Problem to solve: Copy every line of the data exactly, keeping out any picture.

Data provided:
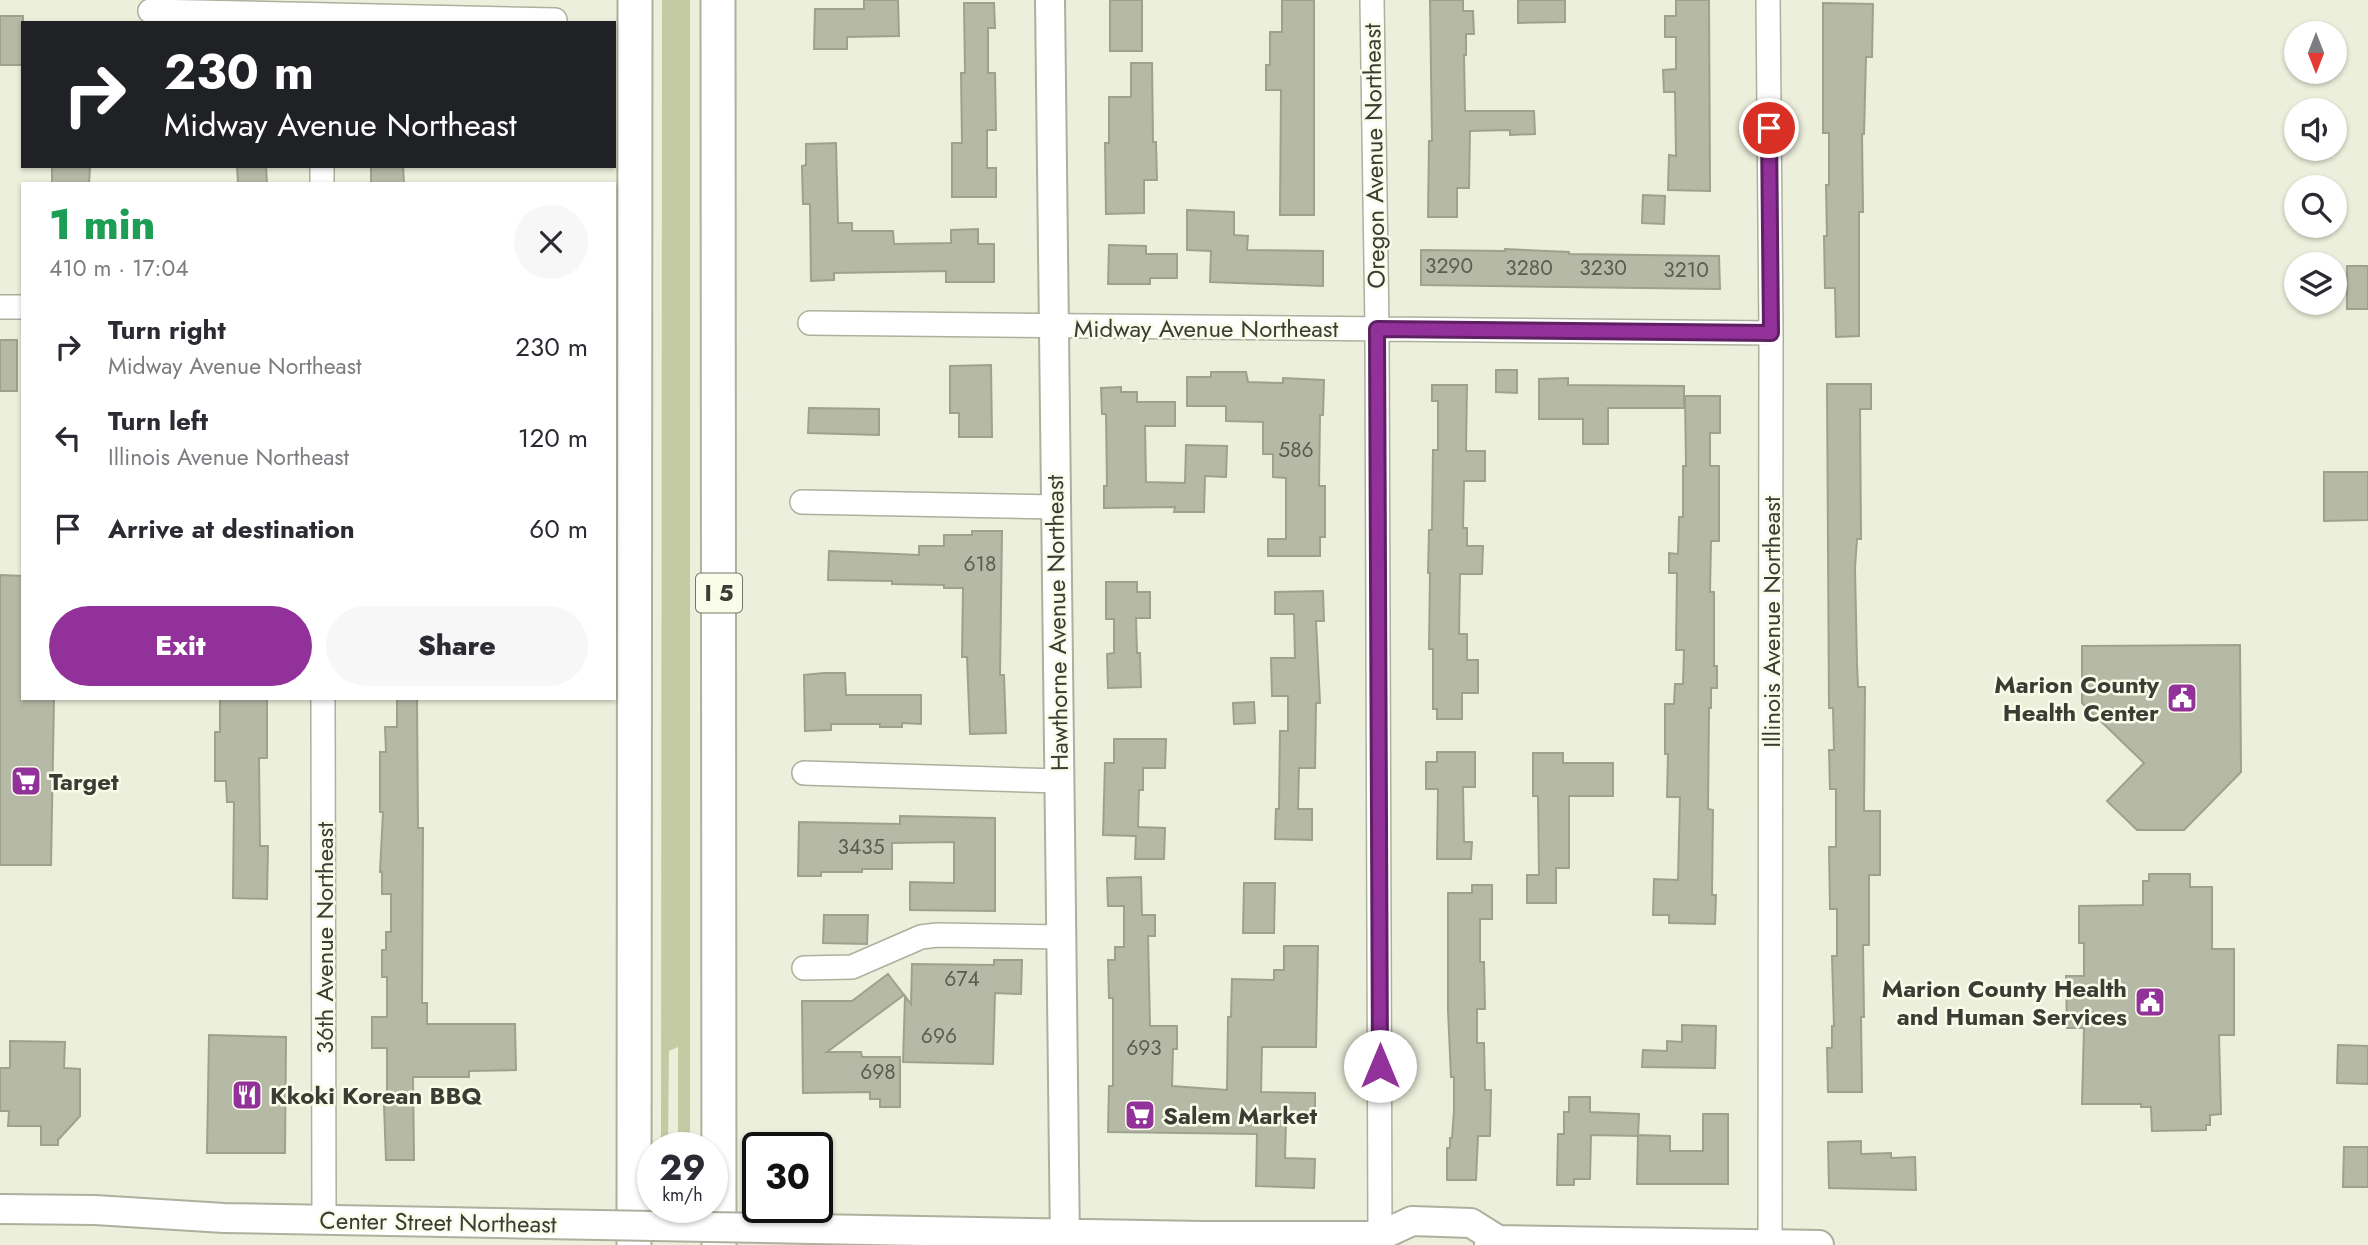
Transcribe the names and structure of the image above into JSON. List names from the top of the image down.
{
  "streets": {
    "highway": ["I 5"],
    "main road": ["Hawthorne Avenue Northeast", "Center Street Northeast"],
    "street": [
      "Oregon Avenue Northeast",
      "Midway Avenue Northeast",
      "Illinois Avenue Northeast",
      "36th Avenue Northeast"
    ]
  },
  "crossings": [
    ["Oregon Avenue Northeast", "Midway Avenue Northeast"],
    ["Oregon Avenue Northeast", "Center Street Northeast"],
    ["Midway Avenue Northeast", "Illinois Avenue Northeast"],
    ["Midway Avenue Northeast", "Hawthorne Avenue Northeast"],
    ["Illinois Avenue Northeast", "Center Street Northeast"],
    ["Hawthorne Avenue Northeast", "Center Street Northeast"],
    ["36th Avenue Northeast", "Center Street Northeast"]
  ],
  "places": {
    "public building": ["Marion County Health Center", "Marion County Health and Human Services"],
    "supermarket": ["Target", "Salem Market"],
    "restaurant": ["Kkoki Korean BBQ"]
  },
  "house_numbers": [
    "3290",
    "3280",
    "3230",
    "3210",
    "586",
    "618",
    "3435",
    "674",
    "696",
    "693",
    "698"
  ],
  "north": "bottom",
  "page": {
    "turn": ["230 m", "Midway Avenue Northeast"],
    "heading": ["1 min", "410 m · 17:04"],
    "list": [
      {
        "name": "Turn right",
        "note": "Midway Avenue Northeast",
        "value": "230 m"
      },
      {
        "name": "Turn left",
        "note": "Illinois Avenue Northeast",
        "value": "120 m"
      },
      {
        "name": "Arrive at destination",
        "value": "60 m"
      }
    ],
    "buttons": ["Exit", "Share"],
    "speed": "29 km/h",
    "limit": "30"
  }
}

Written solution:
Transcribe the names and structure of the image above into JSON. List names from the top of the image down.
{
  "streets": {
    "highway": ["I 5"],
    "main road": ["Hawthorne Avenue Northeast", "Center Street Northeast"],
    "street": [
      "Oregon Avenue Northeast",
      "Midway Avenue Northeast",
      "Illinois Avenue Northeast",
      "36th Avenue Northeast"
    ]
  },
  "crossings": [
    ["Oregon Avenue Northeast", "Midway Avenue Northeast"],
    ["Oregon Avenue Northeast", "Center Street Northeast"],
    ["Midway Avenue Northeast", "Illinois Avenue Northeast"],
    ["Midway Avenue Northeast", "Hawthorne Avenue Northeast"],
    ["Illinois Avenue Northeast", "Center Street Northeast"],
    ["Hawthorne Avenue Northeast", "Center Street Northeast"],
    ["36th Avenue Northeast", "Center Street Northeast"]
  ],
  "places": {
    "public building": ["Marion County Health Center", "Marion County Health and Human Services"],
    "supermarket": ["Target", "Salem Market"],
    "restaurant": ["Kkoki Korean BBQ"]
  },
  "house_numbers": [
    "3290",
    "3280",
    "3230",
    "3210",
    "586",
    "618",
    "3435",
    "674",
    "696",
    "693",
    "698"
  ],
  "north": "bottom",
  "page": {
    "turn": ["230 m", "Midway Avenue Northeast"],
    "heading": ["1 min", "410 m · 17:04"],
    "list": [
      {
        "name": "Turn right",
        "note": "Midway Avenue Northeast",
        "value": "230 m"
      },
      {
        "name": "Turn left",
        "note": "Illinois Avenue Northeast",
        "value": "120 m"
      },
      {
        "name": "Arrive at destination",
        "value": "60 m"
      }
    ],
    "buttons": ["Exit", "Share"],
    "speed": "29 km/h",
    "limit": "30"
  }
}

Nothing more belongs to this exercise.